[Saved data entries]
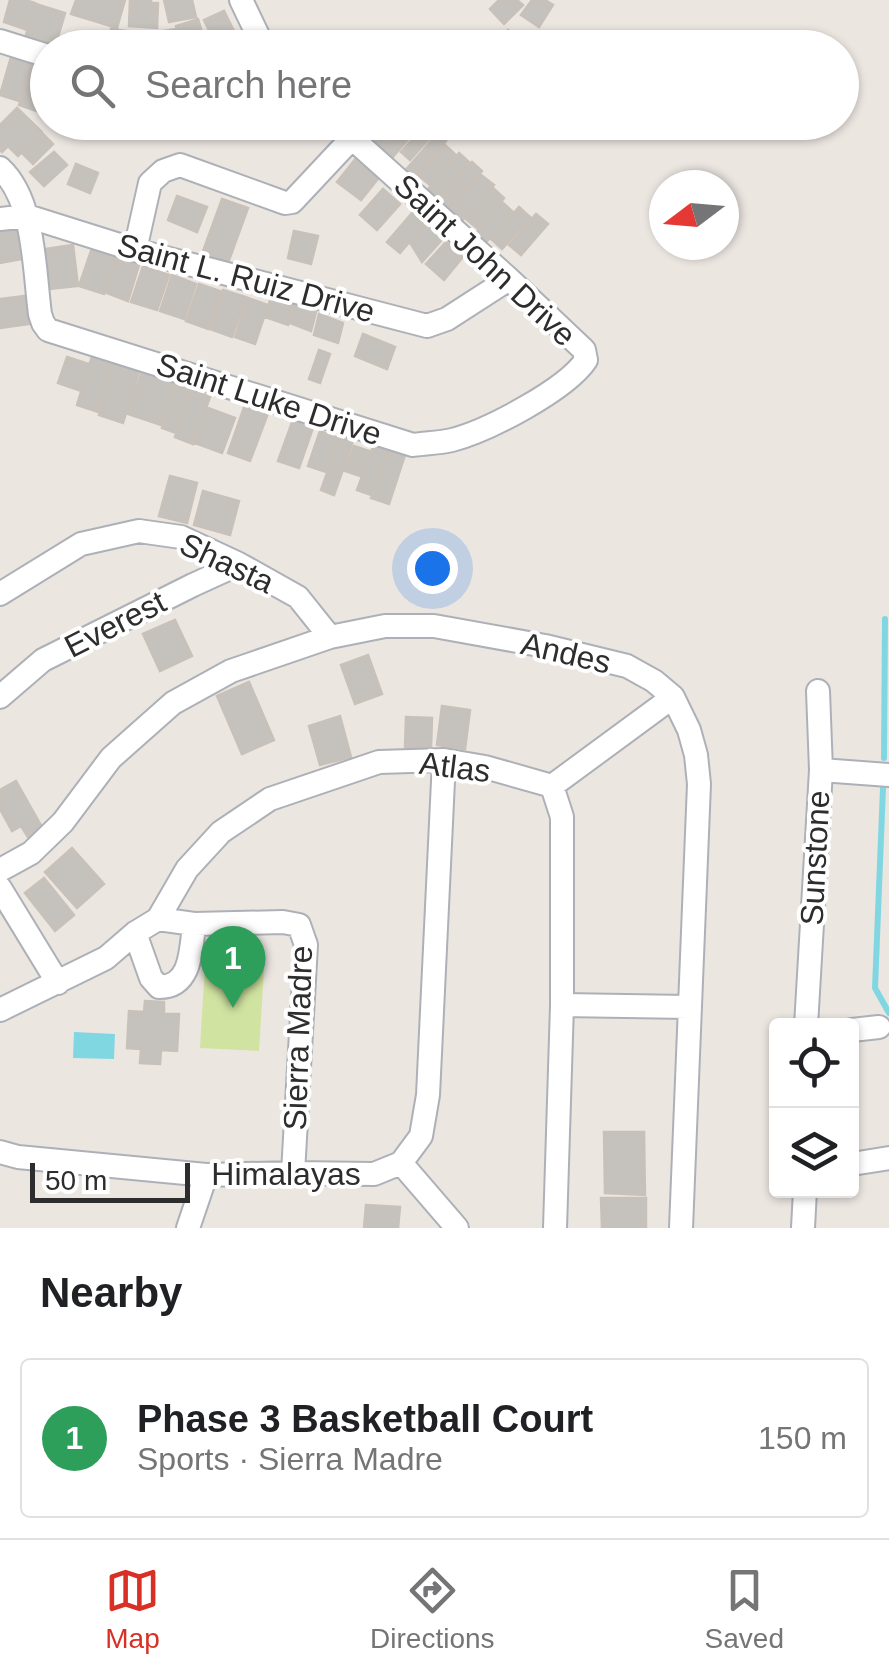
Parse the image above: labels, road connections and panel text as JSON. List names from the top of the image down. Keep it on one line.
{"streets":{"street":["Saint John Drive","Saint L. Ruiz Drive","Saint Luke Drive","Shasta","Everest","Andes","Atlas","Sunstone","Sierra Madre","Himalayas"]},"crossings":[["Saint John Drive","Saint L. Ruiz Drive"],["Saint John Drive","Saint Luke Drive"],["Saint L. Ruiz Drive","Saint Luke Drive"],["Shasta","Everest"],["Shasta","Andes"],["Atlas","Sierra Madre"],["Atlas","Himalayas"],["Sierra Madre","Himalayas"]],"scale_bar":"50 m","north":"left","page":{"search":"Search here","pins":"1","scale":"50 m","heading":"Nearby","list":[{"mark":"1","name":"Phase 3 Basketball Court","note":"Sports · Sierra Madre","value":"150 m"}],"nav":["Map","Directions","Saved"]}}
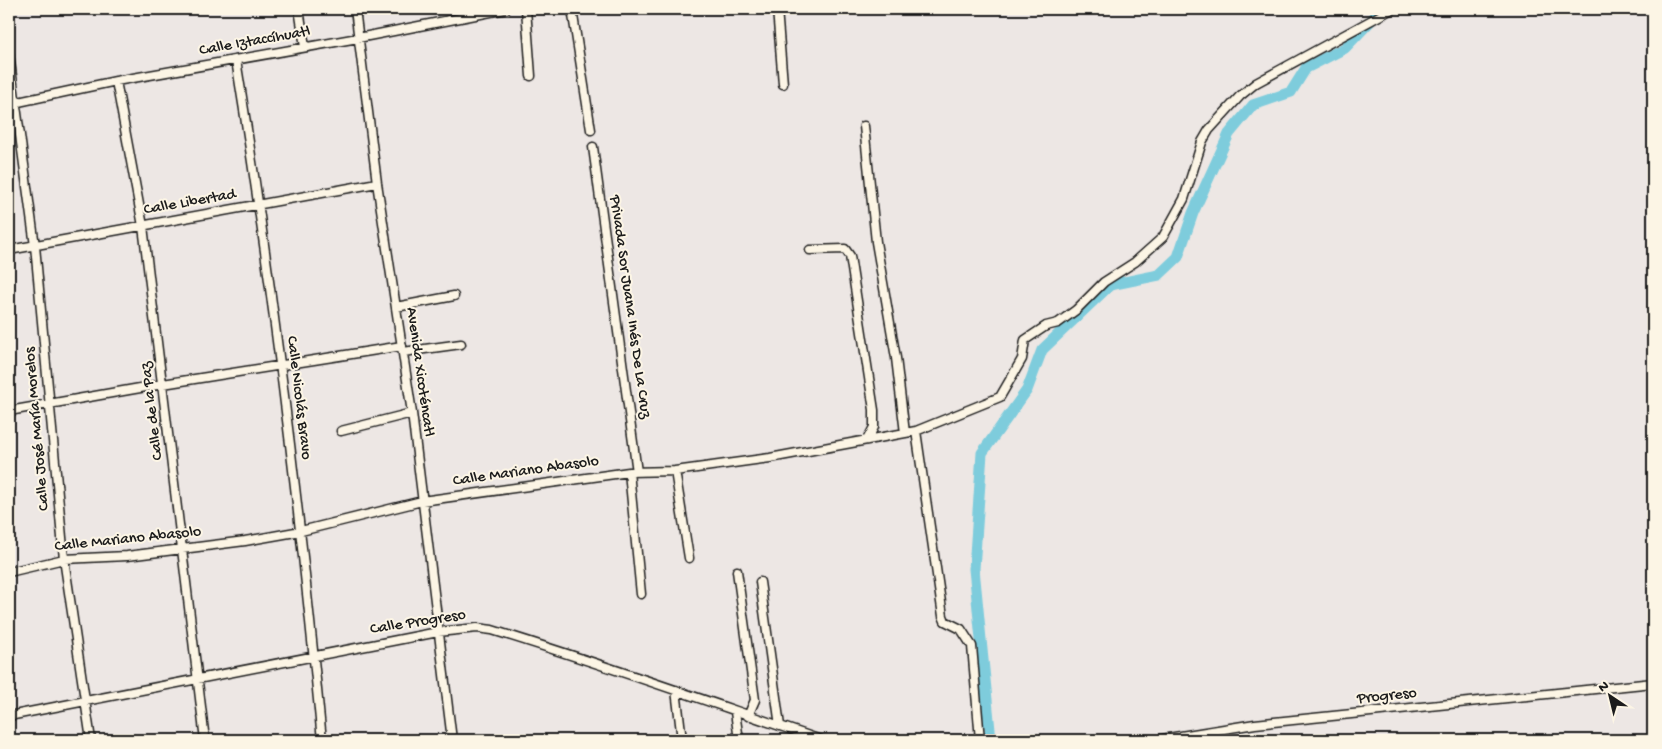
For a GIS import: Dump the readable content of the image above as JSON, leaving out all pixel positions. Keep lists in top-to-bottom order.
{
  "streets": {
    "street": [
      "Calle Iztaccíhuatl",
      "Calle Libertad",
      "Privada Sor Juana Inés De La Cruz",
      "Avenida Xicoténcatl",
      "Calle Nicolás Bravo",
      "Calle de la Paz",
      "Calle José María Morelos",
      "Calle Mariano Abasolo",
      "Calle Progreso",
      "Progreso"
    ]
  },
  "crossings": [
    ["Calle Iztaccíhuatl", "Avenida Xicoténcatl"],
    ["Calle Iztaccíhuatl", "Calle Nicolás Bravo"],
    ["Calle Iztaccíhuatl", "Calle de la Paz"],
    ["Calle Iztaccíhuatl", "Calle José María Morelos"],
    ["Calle Libertad", "Avenida Xicoténcatl"],
    ["Calle Libertad", "Calle Nicolás Bravo"],
    ["Calle Libertad", "Calle de la Paz"],
    ["Calle Libertad", "Calle José María Morelos"],
    ["Privada Sor Juana Inés De La Cruz", "Calle Mariano Abasolo"],
    ["Avenida Xicoténcatl", "Calle Mariano Abasolo"],
    ["Avenida Xicoténcatl", "Calle Progreso"],
    ["Calle Nicolás Bravo", "Calle Mariano Abasolo"],
    ["Calle Nicolás Bravo", "Calle Progreso"],
    ["Calle de la Paz", "Calle Mariano Abasolo"],
    ["Calle de la Paz", "Calle Progreso"],
    ["Calle José María Morelos", "Calle Mariano Abasolo"],
    ["Calle José María Morelos", "Calle Progreso"]
  ],
  "north": "top left"
}
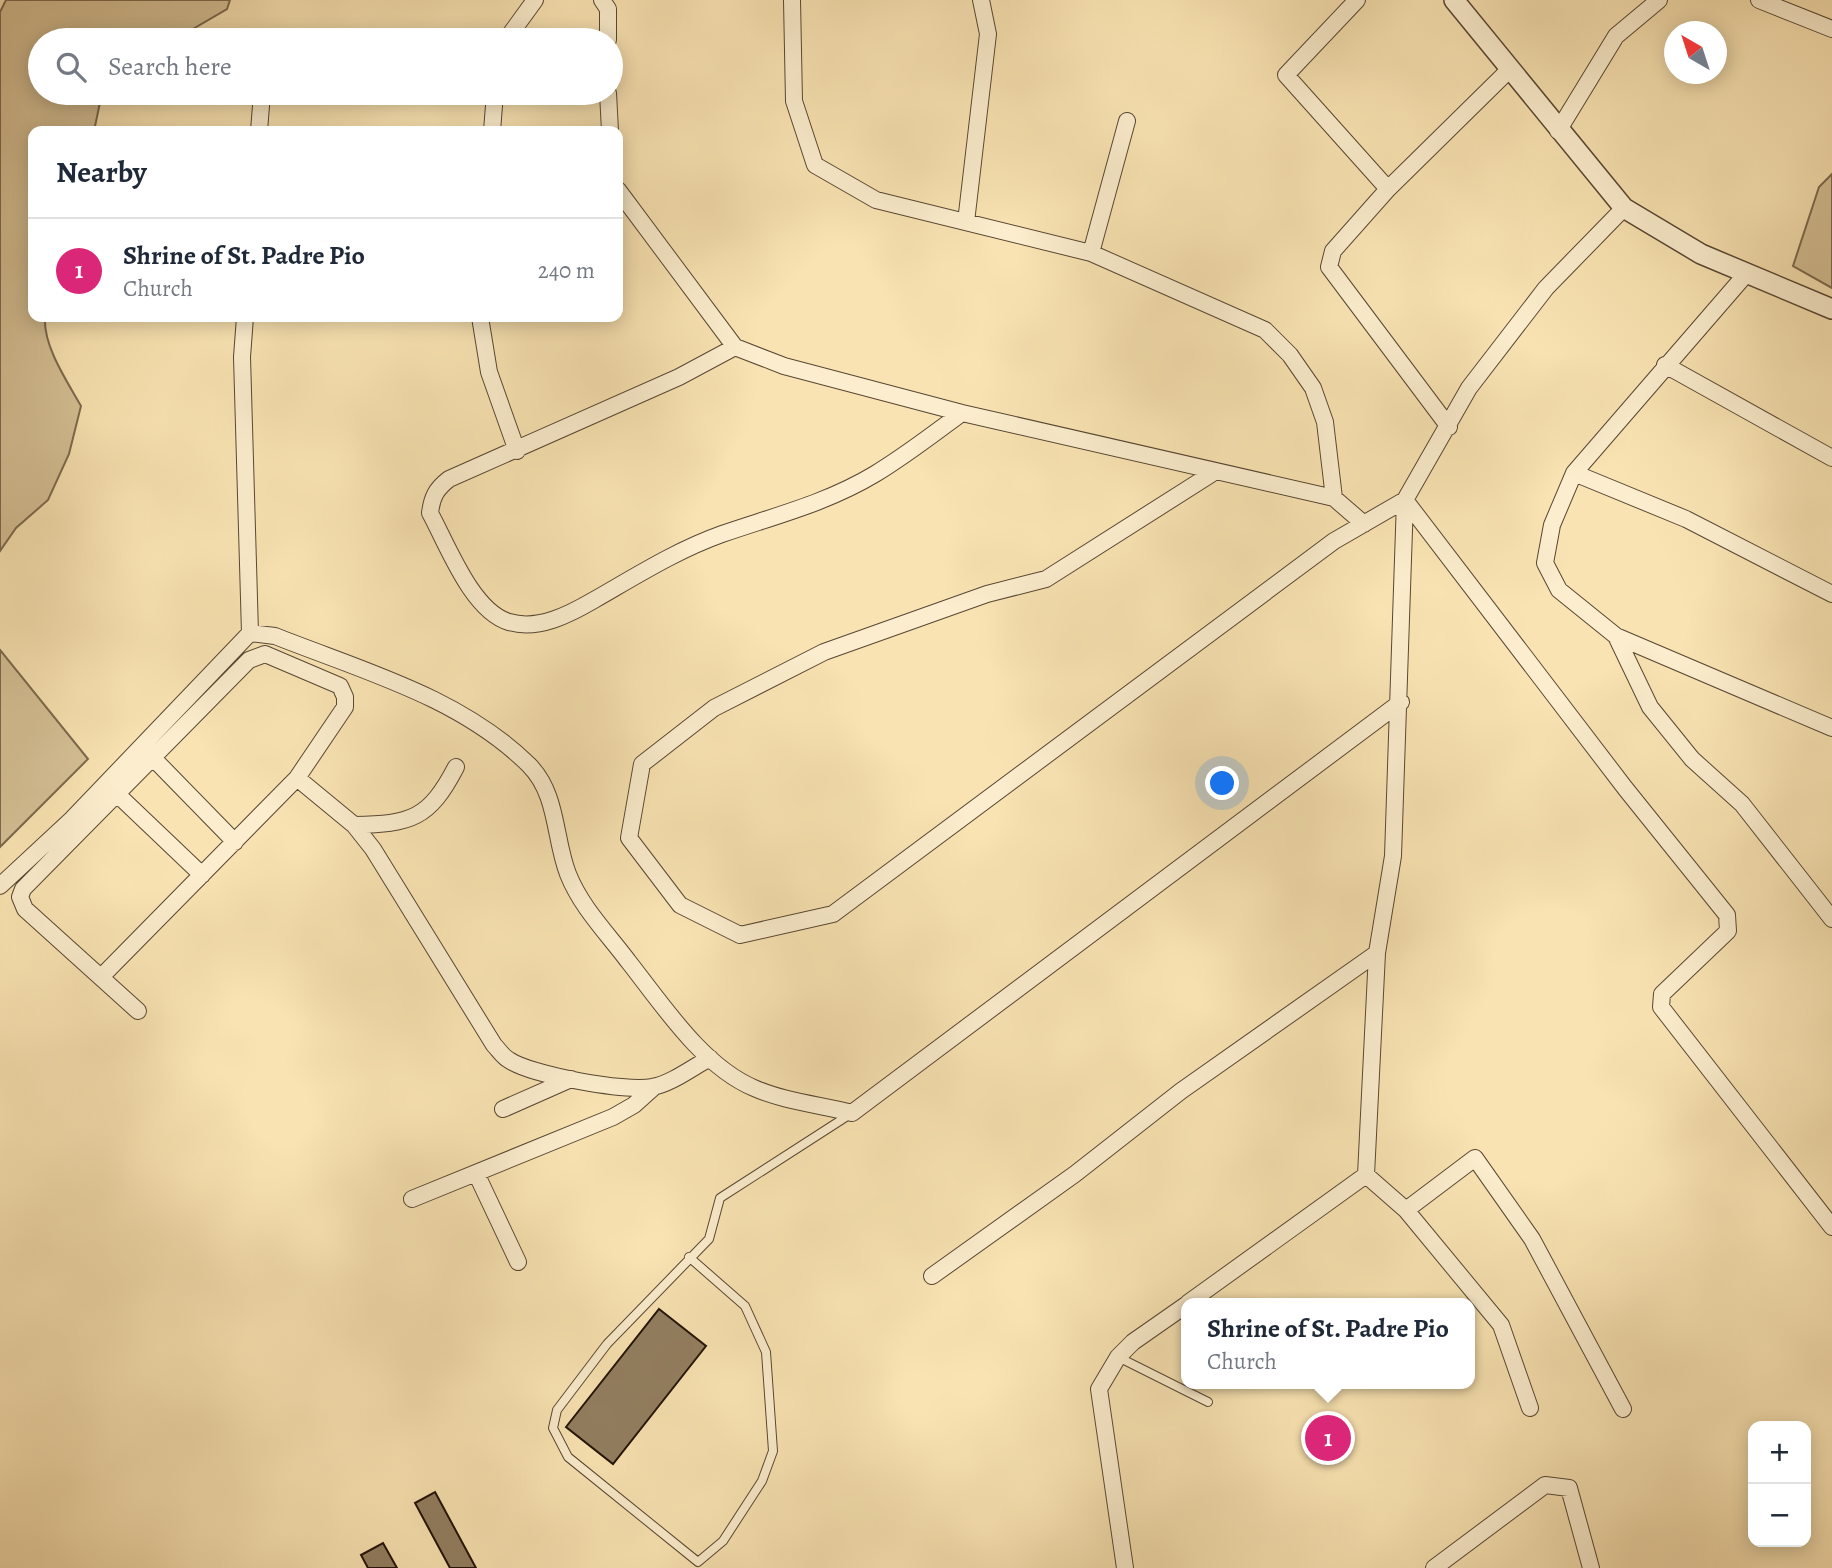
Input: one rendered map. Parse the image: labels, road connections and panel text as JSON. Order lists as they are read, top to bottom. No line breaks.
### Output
{"north":"top left","page":{"search":"Search here","heading":"Nearby","list":[{"mark":"1","name":"Shrine of St. Padre Pio","note":"Church","value":"240 m"}],"popup":["Shrine of St. Padre Pio","Church"],"pins":"1","map_buttons":["+","−"]}}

== Instructions to follow ==
Any pictures should be dropped; transcribe the rest of the records above exactly.

== Written response ==
Parse the image above: labels, road connections and panel text as JSON. List names from the top of the image down. Keep it on one line.
{"streets":{"street":["Saint John Drive","Saint L. Ruiz Drive","Saint Luke Drive","Shasta","Everest","Andes","Atlas","Sunstone","Sierra Madre","Himalayas"]},"crossings":[["Saint John Drive","Saint L. Ruiz Drive"],["Saint John Drive","Saint Luke Drive"],["Saint L. Ruiz Drive","Saint Luke Drive"],["Shasta","Everest"],["Shasta","Andes"],["Atlas","Sierra Madre"],["Atlas","Himalayas"],["Sierra Madre","Himalayas"]],"scale_bar":"50 m","north":"left","page":{"search":"Search here","pins":"1","scale":"50 m","heading":"Nearby","list":[{"mark":"1","name":"Phase 3 Basketball Court","note":"Sports · Sierra Madre","value":"150 m"}],"nav":["Map","Directions","Saved"]}}
For a GIS import: Dump the readable content of the image above as JSON, leaving out all pixel positions. Keep lists in top-to-bottom order.
{
  "streets": {
    "street": [
      "Calle Iztaccíhuatl",
      "Calle Libertad",
      "Privada Sor Juana Inés De La Cruz",
      "Avenida Xicoténcatl",
      "Calle Nicolás Bravo",
      "Calle de la Paz",
      "Calle José María Morelos",
      "Calle Mariano Abasolo",
      "Calle Progreso",
      "Progreso"
    ]
  },
  "crossings": [
    ["Calle Iztaccíhuatl", "Avenida Xicoténcatl"],
    ["Calle Iztaccíhuatl", "Calle Nicolás Bravo"],
    ["Calle Iztaccíhuatl", "Calle de la Paz"],
    ["Calle Iztaccíhuatl", "Calle José María Morelos"],
    ["Calle Libertad", "Avenida Xicoténcatl"],
    ["Calle Libertad", "Calle Nicolás Bravo"],
    ["Calle Libertad", "Calle de la Paz"],
    ["Calle Libertad", "Calle José María Morelos"],
    ["Privada Sor Juana Inés De La Cruz", "Calle Mariano Abasolo"],
    ["Avenida Xicoténcatl", "Calle Mariano Abasolo"],
    ["Avenida Xicoténcatl", "Calle Progreso"],
    ["Calle Nicolás Bravo", "Calle Mariano Abasolo"],
    ["Calle Nicolás Bravo", "Calle Progreso"],
    ["Calle de la Paz", "Calle Mariano Abasolo"],
    ["Calle de la Paz", "Calle Progreso"],
    ["Calle José María Morelos", "Calle Mariano Abasolo"],
    ["Calle José María Morelos", "Calle Progreso"]
  ],
  "north": "top left"
}
Input: one rendered map. Parse the image: labels, road connections and panel text as JSON. Order lists as they are read, top to bottom. No line breaks.
### Output
{"north":"top left","page":{"search":"Search here","heading":"Nearby","list":[{"mark":"1","name":"Shrine of St. Padre Pio","note":"Church","value":"240 m"}],"popup":["Shrine of St. Padre Pio","Church"],"pins":"1","map_buttons":["+","−"]}}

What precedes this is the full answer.